R – Eu me sinto muito bem porque essas coisas normalmente a gente fala com a gente mesmo. Ou no máximo com a minha mulher em casa, que conhece a história tanto quanto eu. E tem pouca oportunidade de registrar. Esse resgate da história faz com que a gente mesmo avalie que houve um trabalho grande no processo. Que o tempo, que pareceu tão longo dito em anos, na verdade não foi sentido e que aquelas decisões tomadas no passado, que não tinham a certeza de que estavam certas ou erradas, apenas foram tomadas porque precisavam ser, hoje, resgatando essa imagem, a gente vê que trilhou o caminho certo. O sucesso está na capacidade de você errar menos do que acerta. Então podemos avaliar hoje que, ao longo desse tempo, a gente acertou mais do que errou. Por isso que temos sucesso no que fizemos aqui. E tivemos essa chance de resgatar, lembrar esse assunto. Eu mesmo, falando aqui, lembrei de coisas que eu já tinha até esquecido.
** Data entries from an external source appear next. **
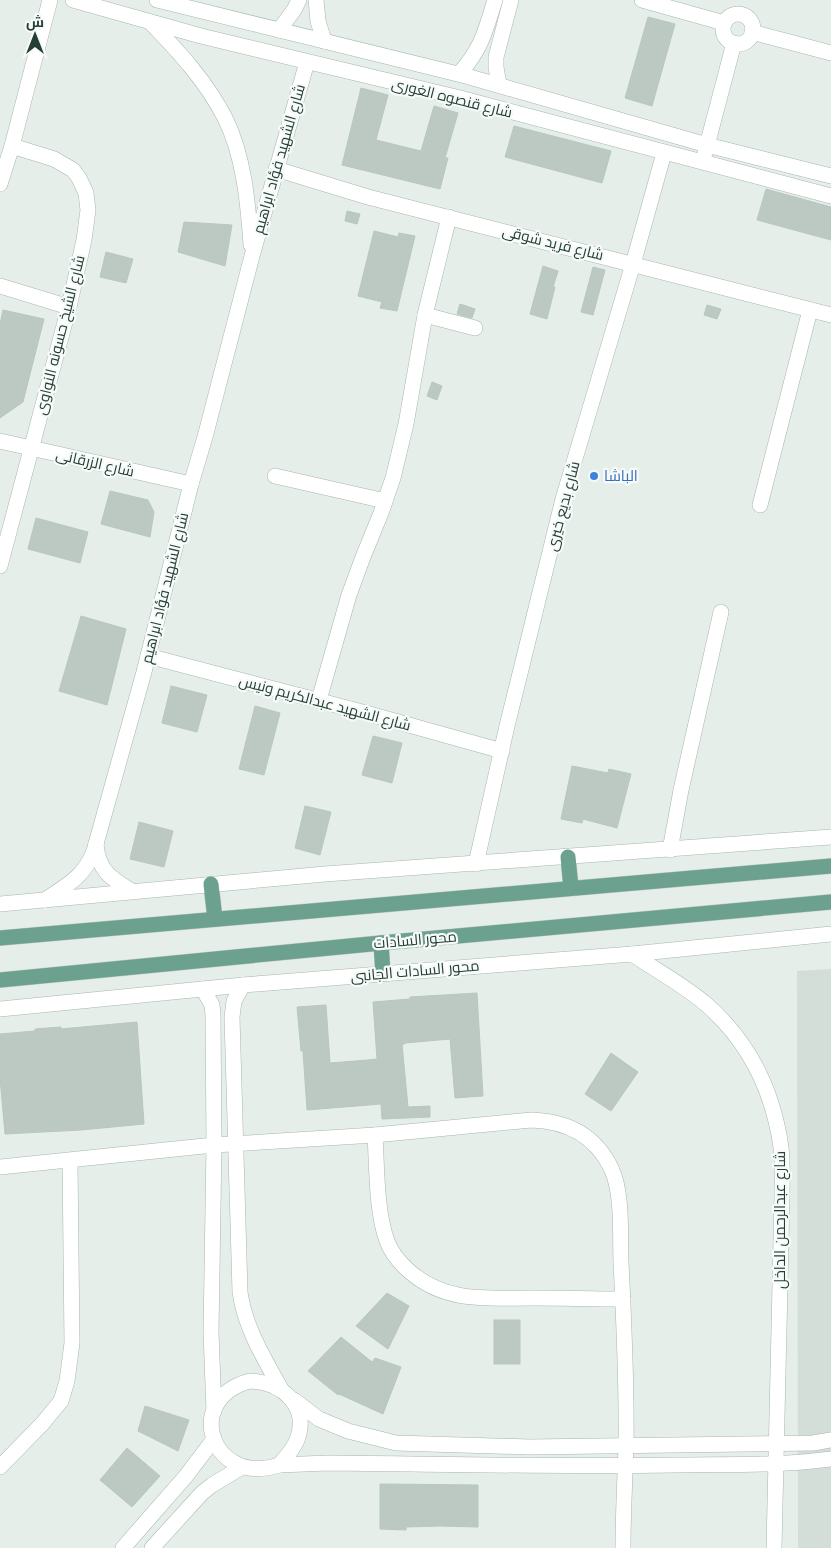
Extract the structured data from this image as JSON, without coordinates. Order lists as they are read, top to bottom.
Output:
{
  "streets": {
    "main road": ["محور السادات"],
    "street": [
      "شارع قنصوه الغورى",
      "شارع الشهيد فؤاد ابراهيم",
      "شارع فريد شوقى",
      "شارع الشيخ حسونه النواوى",
      "شارع الزرقانى",
      "شارع بديع خيرى",
      "شارع الشهيد عبدالكريم ونيس",
      "محور السادات الجانبى",
      "شارع عبدالرحمن الداخل"
    ]
  },
  "crossings": [
    ["شارع قنصوه الغورى", "شارع الشهيد فؤاد ابراهيم"],
    ["شارع قنصوه الغورى", "شارع بديع خيرى"],
    ["شارع الشهيد فؤاد ابراهيم", "شارع فريد شوقى"],
    ["شارع الشهيد فؤاد ابراهيم", "شارع الزرقانى"],
    ["شارع الشهيد فؤاد ابراهيم", "شارع الشهيد عبدالكريم ونيس"],
    ["شارع فريد شوقى", "شارع بديع خيرى"],
    ["شارع الشيخ حسونه النواوى", "شارع الزرقانى"],
    ["شارع بديع خيرى", "شارع الشهيد عبدالكريم ونيس"],
    ["محور السادات الجانبى", "شارع عبدالرحمن الداخل"]
  ],
  "places": ["الباشا"],
  "north": "top"
}
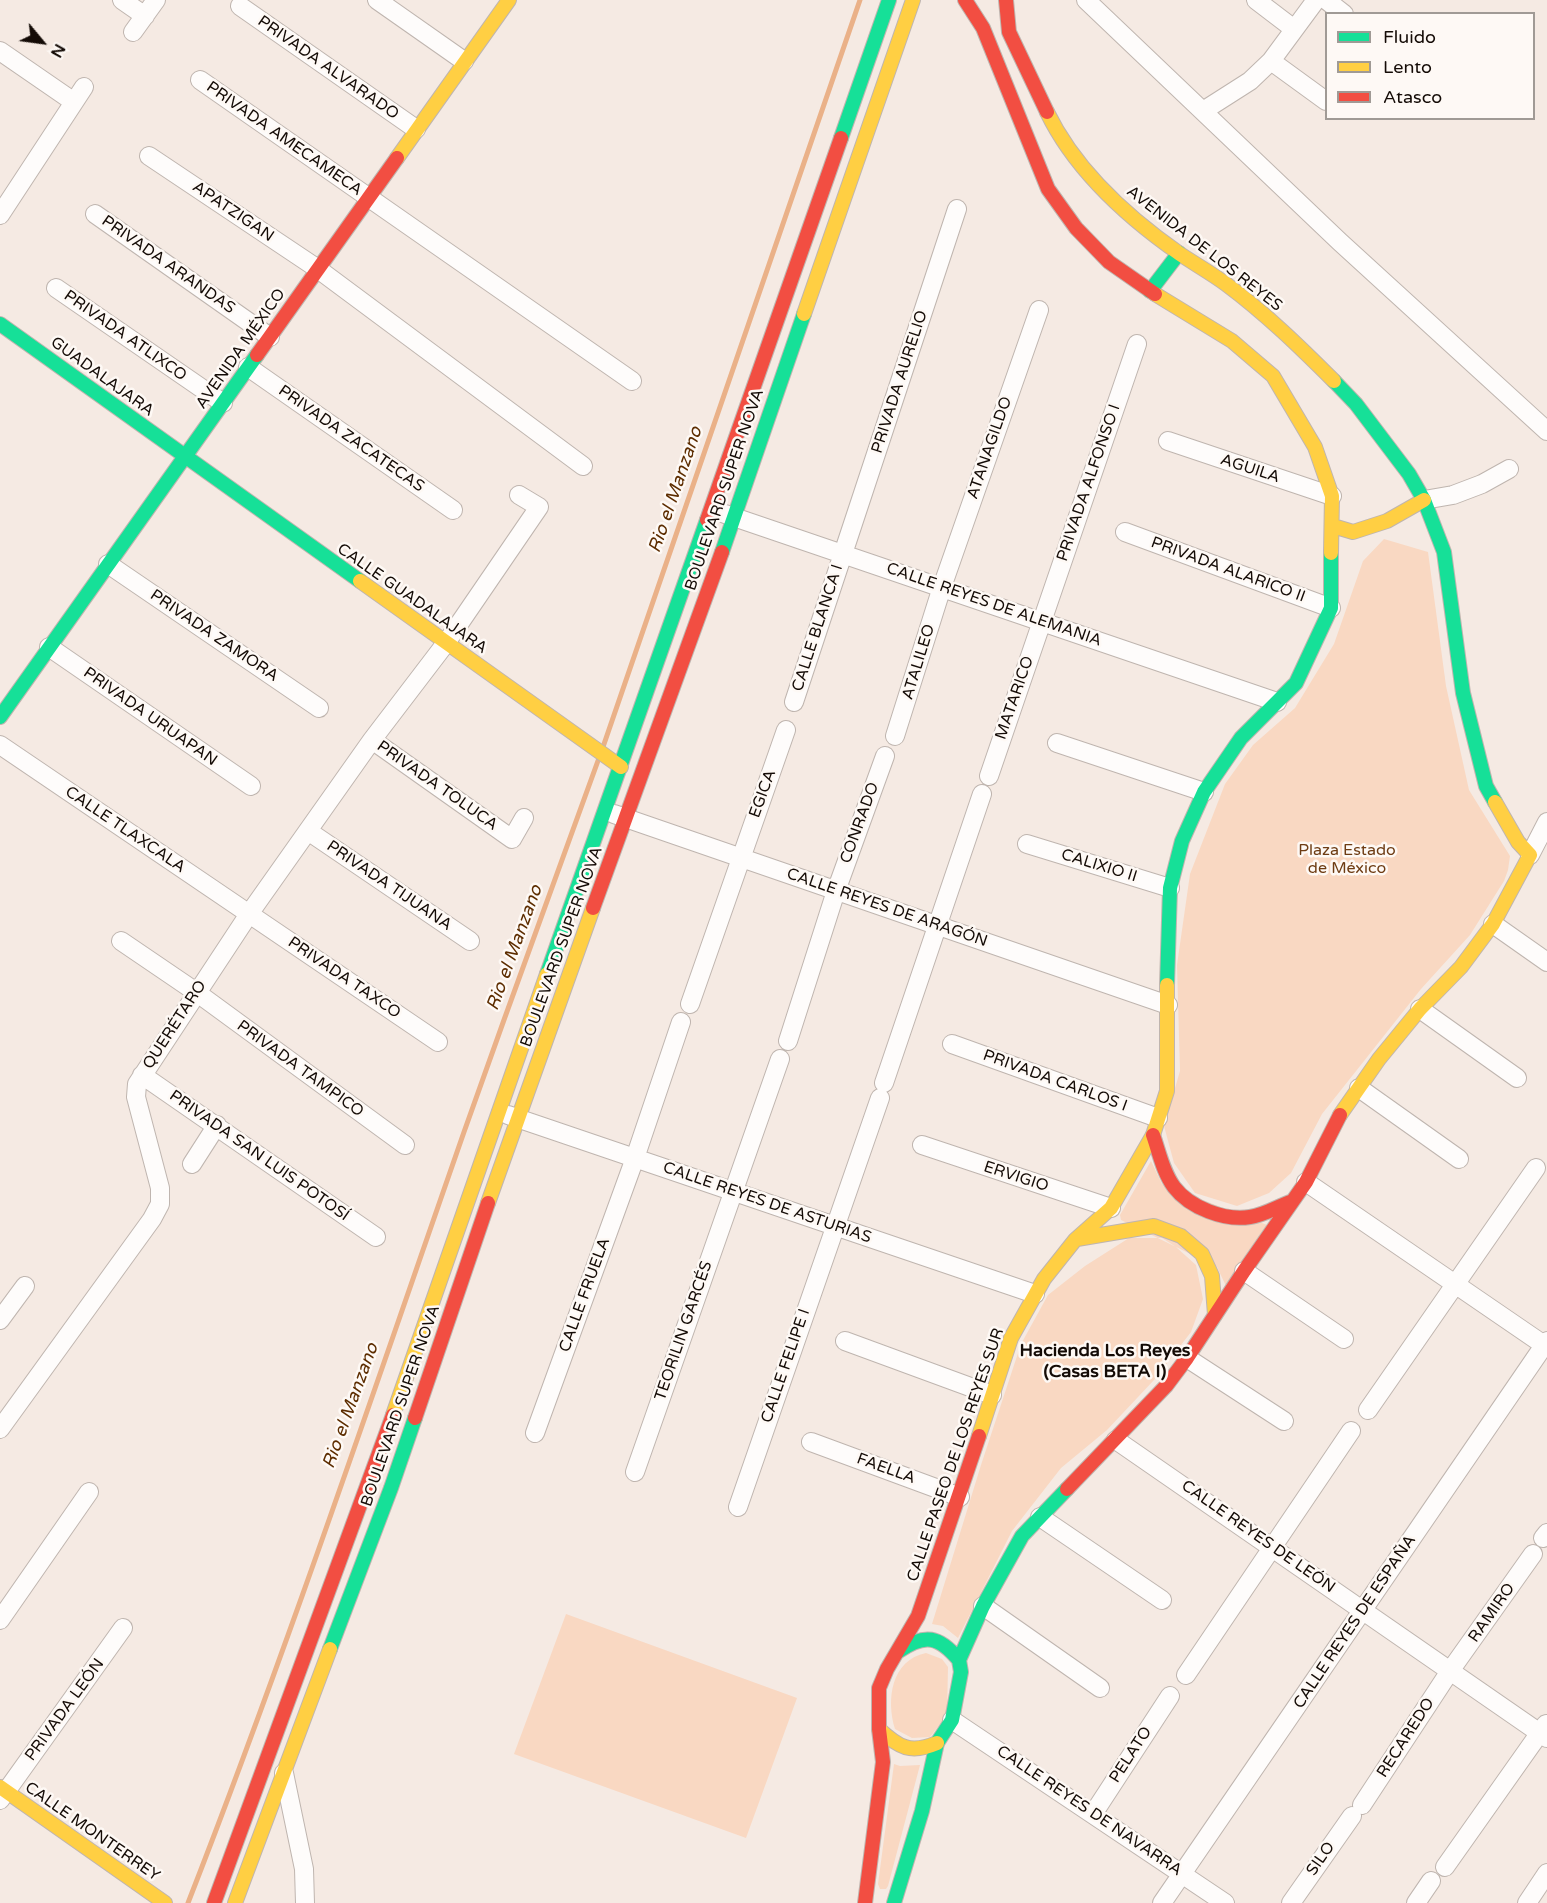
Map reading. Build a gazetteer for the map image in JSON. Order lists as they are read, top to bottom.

Foi muito bom.

 

P/1 – O Museu da Pessoa agradece, nós agradecemos a sua presença, a Volkswagen, pelo senhor ter vindo aqui e dado o seu depoimento.

 

R – Eu é que agradeço a oportunidade e a honra de participar desse grupo, que está formado ou está dando depoimentos a respeito da imagem da Volkswagen. Para mim é um prazer muito grande ter trabalhado nessa empresa há tantos anos e continuar nela. Tenho orgulho de ter tido a oportunidade de vivenciar talvez a melhor época da indústria automobilística. Hoje tudo é possível, hoje está tudo pronto. Mas eu tive a chance de trabalhar numa indústria em que nada estava pronto. Tudo tinha que ser feito. Isso é uma chance que eu tive e nenhuma pessoa que chega hoje vai ter mais. É uma coisa que a gente tem que agradecer de ter participado nesse momento da história.